While in the final phase of a $250 million infrastructure enhancement program, NC Ports wrapped up its 2021 fiscal year on June 30 with record results, including handling 324,145 twenty-foot-equivalent units of containerized cargo, up 2 percent over the preceding 12-month period, with refrigerated cargo leading the way with a 9 percent year-over-year gain.
“Our recent successes can be attributed to our employees, who maintain our quality customer service standards and the ambition for NC Ports to continue to deliver on our mission of enhancing the economy of North Carolina,” Clark said.
Among the most recent advances at the Port of Wilmington is the late August inking of an agreement with Sun Valley, Idaho-based Cold Summit Development to build further upon the impressive cold chain logistics facilities at the port, which include the 3-million-cubic-foot Port of Wilmington Cold Storage installation opened in 2016 under a public-private partnership.
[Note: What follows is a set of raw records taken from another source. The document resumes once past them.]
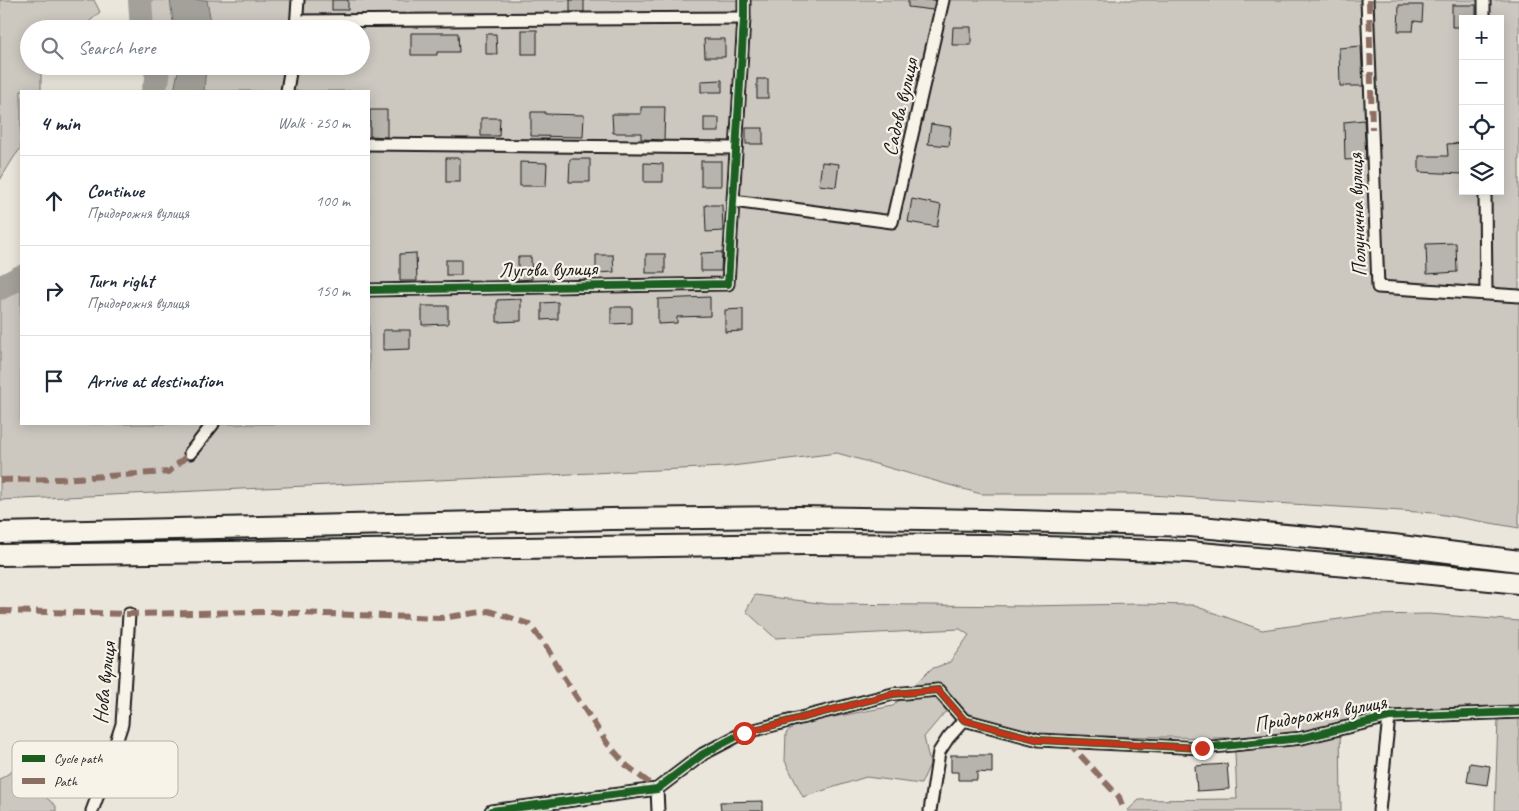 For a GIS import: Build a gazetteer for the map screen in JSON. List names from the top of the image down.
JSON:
{
  "streets": {
    "street": [
      "Садова вулиця",
      "Полунична вулиця",
      "Лугова вулиця",
      "Нова вулиця",
      "Придорожня вулиця"
    ]
  },
  "crossings": [
    ["Садова вулиця", "Лугова вулиця"]
  ],
  "legend": ["Cycle path", "Path"],
  "page": {
    "map_buttons": ["+", "−"],
    "search": "Search here",
    "heading": ["4 min", "Walk · 250 m"],
    "list": [
      ["Continue", "Придорожня вулиця", "100 m"],
      ["Turn right", "Придорожня вулиця", "150 m"],
      "Arrive at destination"
    ]
  }
}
The Cold Summit firm initially plans a 280,000-square-foot temperature-controlled facility, with a second phase calling for 160,000 square feet of additional warehousing.
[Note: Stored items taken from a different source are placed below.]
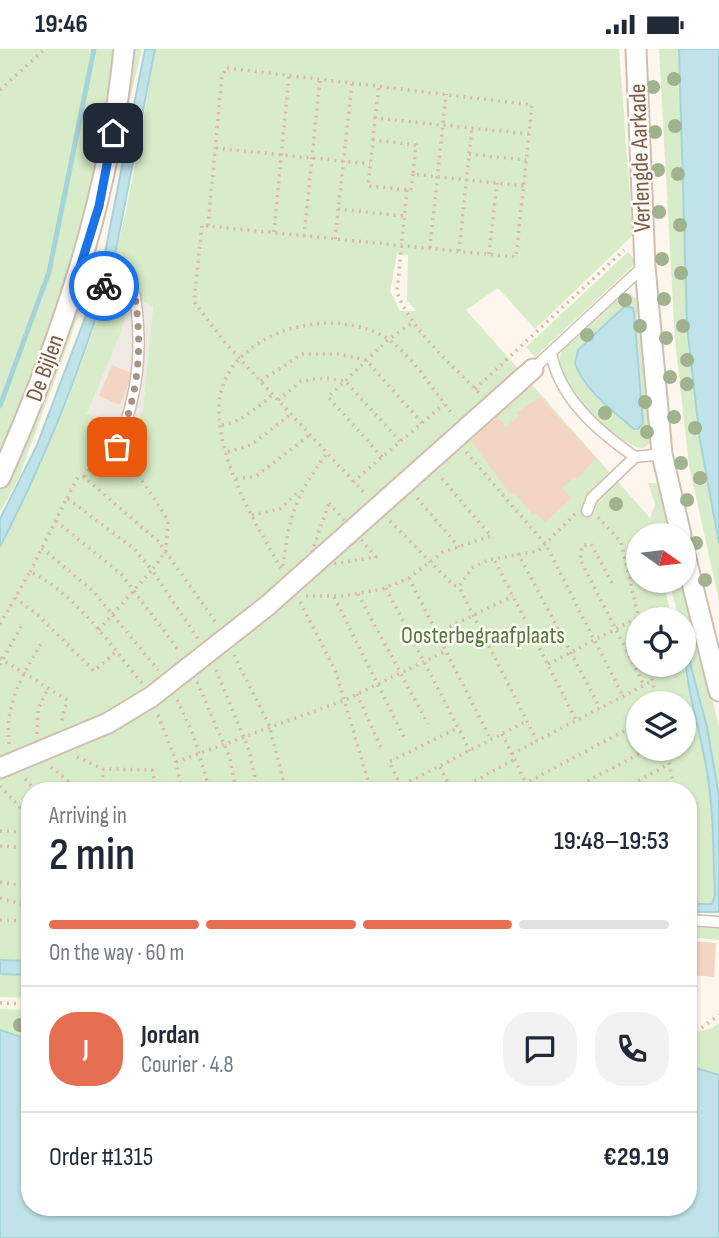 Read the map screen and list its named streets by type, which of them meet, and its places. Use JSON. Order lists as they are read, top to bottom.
{
  "streets": {
    "street": ["Verlengde Aarkade", "De Bijlen"]
  },
  "parks": ["Oosterbegraafplaats"],
  "north": "right",
  "page": {
    "status": "19:46",
    "heading": ["2 min", "Arriving in", "19:48–19:53"],
    "panel": [
      "Jordan",
      "Courier · 4.8",
      "Order #1315",
      "€29.19"
    ],
    "bar": "On the way · 60 m",
    "round": "J"
  }
}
Last year, the port opened a new refrigerated container yard while doubling its refrigerated container plug contingent to more than 1,000 units.
Earlier this year, NC Ports reached agreement with Omaha, Nebraska-based grain, feed and food ingredient exporter The Scoular Co. for development of an on-port transload facility for containerized exports of agricultural products.
With 2,600 contiguous feet of container berthing served by seven ship-to-shore gantries, as well as a recently expanded turning basin and heightened Cape Fear River air draft, the Port of Wilmington is able to simultaneously accommodate two megacontainerships and is handling ultralarge vessels each with capacity of more than 14,000 TEUs,…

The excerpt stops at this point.